The new company, Goodall, Nelson & Perkins Steamship Company was formed in February 1875. On November 4 of that same year, their paddle steamer SS Pacific was lost in a collision off Cape Flattery, Washington with the deaths of over 200 people. Less than a year later Christopher Nelson retired and the remaining partners reorganized, on October 17, 1876, as the Pacific Coast Steamship Company (P.C.S.S.C.), providing service to twenty ports in California.

For about a year, the reorganized company attempted to compete with Pacific Mail on the northern run to Victoria, British Columbia, but rate wars meant losses for both companies, and P.C.S.S.C. gave up the fight. A similar competition with the California, Oregon & Mexican Steamship Company in 1877 for the San Francisco-Portland route led to a joint agreement and a pooling of ships for several years. In 1879, P.C.S.S.C. again challenged Pacific Mail (with a ship that the latter had once owned, the Dakota) on the San-Francisco-Victoria run. This time they won, and in 1880, Pacific Mail decided to focus on Central America and (later) trans-Pacific routes.

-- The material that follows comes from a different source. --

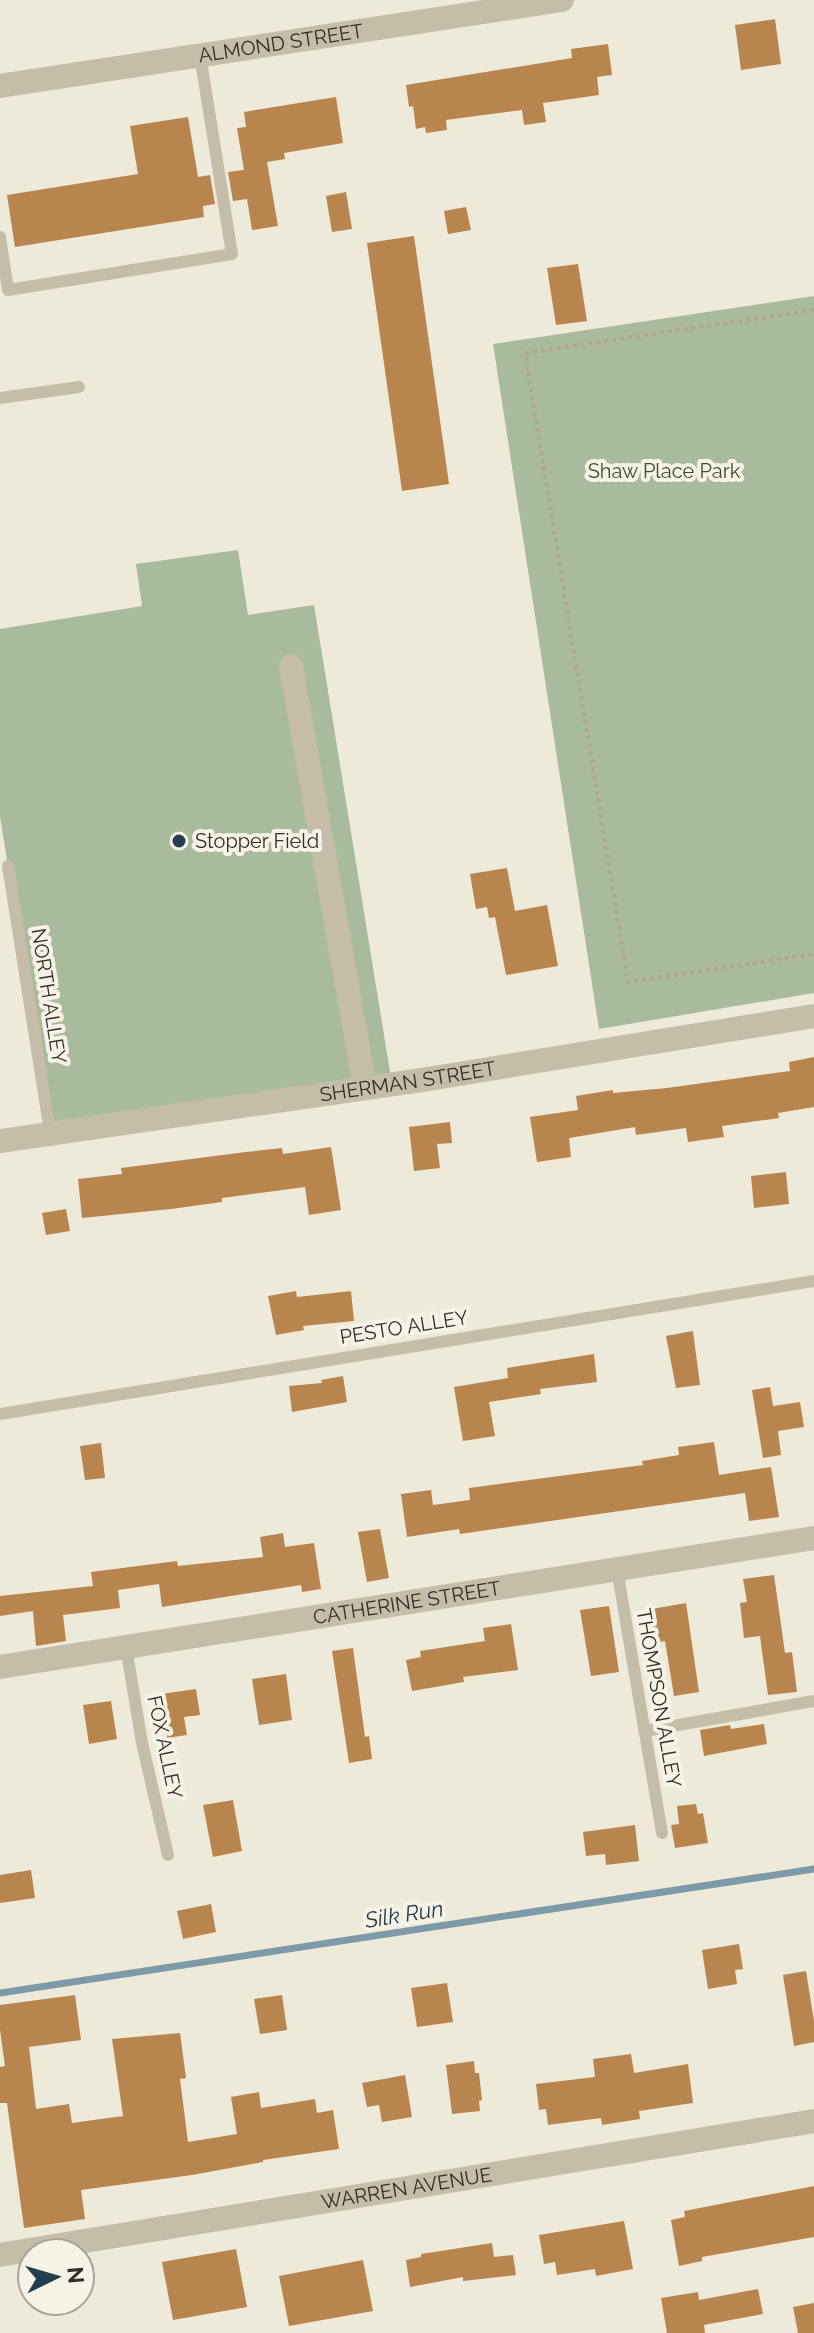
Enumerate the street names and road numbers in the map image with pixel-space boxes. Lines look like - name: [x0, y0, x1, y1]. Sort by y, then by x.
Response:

Beginning in 1881, they also took on the Seattle-Alaska route. This led to Henry Villard's Oregon Improvement Company purchasing a controlling interest in P.C.S.S.C. (as well as in Goodall and Perkins's San Luis Obispo and Santa Maria Valley Railroad), retaining Goodall, Perkins & Co. as general agents. This tied the steamship line in with the Oregon Improvement Company's Columbia and Puget Sound Railroad. Oregon Improvement Company's financial collapse in the Panic of 1893 led to receivership and ultimately, in 1897, reorganization as the new Pacific Coast Company, headed by J.D. Farrell. The new company prospered greatly in the Klondike Gold Rush.

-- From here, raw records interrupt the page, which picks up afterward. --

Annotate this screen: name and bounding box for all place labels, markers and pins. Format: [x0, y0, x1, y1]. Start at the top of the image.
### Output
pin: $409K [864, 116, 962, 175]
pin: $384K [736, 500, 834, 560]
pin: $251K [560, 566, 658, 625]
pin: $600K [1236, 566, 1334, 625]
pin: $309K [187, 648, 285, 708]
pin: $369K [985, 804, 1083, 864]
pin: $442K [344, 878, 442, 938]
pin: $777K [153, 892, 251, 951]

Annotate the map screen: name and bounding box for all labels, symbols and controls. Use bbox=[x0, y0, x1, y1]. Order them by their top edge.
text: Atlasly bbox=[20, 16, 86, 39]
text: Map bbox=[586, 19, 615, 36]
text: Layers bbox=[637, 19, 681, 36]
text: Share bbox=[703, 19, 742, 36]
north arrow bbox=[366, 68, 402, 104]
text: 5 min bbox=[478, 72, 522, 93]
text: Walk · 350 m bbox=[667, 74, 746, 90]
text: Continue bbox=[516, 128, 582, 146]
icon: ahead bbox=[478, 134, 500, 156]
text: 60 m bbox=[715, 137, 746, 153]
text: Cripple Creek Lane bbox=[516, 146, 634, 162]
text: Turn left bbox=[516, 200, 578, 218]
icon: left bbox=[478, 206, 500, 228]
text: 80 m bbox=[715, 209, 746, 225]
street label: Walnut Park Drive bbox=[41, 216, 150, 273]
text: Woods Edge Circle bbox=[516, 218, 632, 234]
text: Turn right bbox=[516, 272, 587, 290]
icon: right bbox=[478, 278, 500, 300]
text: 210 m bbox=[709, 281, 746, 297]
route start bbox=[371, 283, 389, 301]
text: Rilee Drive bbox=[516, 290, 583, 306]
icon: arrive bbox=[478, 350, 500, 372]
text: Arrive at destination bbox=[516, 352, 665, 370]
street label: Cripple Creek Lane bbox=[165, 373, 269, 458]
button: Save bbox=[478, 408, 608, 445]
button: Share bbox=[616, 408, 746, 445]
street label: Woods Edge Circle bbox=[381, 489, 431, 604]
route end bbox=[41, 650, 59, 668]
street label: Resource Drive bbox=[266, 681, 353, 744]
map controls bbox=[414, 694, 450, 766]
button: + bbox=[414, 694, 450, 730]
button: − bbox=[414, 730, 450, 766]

During the Spanish–American War the U.S. Army Quartermaster Department chartered two vessels from the company to transport troops to and from the Philippines. SS Senator was chartered June 8, 1898 for $1000 per day. Senator displaced 2409 tons and carried 1000 troops. SS City of Puebla was chartered June 23, 1898, at a rate of $900 per day. City of Puebla displaced 2623 tons, made 12 knots and carried 635 troops.

Goodall, Perkins pulled out in 1902, and the company's center of gravity shifted decisively to Seattle. P.C.S.S.C. operations in Puget Sound, running two steamers on the hazardous route from Seattle to Bellingham, Washington.

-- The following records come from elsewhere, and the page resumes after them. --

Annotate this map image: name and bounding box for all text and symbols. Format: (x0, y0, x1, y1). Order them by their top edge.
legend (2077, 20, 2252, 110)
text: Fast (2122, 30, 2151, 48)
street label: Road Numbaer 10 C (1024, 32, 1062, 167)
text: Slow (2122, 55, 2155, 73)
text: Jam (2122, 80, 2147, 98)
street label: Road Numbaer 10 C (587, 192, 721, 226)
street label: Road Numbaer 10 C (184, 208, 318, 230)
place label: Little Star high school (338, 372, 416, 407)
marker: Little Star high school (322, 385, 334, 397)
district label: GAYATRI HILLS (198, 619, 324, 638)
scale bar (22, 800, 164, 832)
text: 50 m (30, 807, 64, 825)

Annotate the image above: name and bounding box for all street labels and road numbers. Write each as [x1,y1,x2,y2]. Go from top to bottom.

Its steamships regularly sailed from Seattle to SE Alaska before and after the Klondike Gold Rush. The City of Topeka did a 22-day round trip between Seattle and Skagway, stopping in Port Townsend, Victoria, Mary Island, Wrangell, and Juneau.

In 1906, Pacific Coast's SS Valencia was lost after running aground on the rocky shore of Vancouver Island. Over 100 people, including all women and children on board, lost their lives.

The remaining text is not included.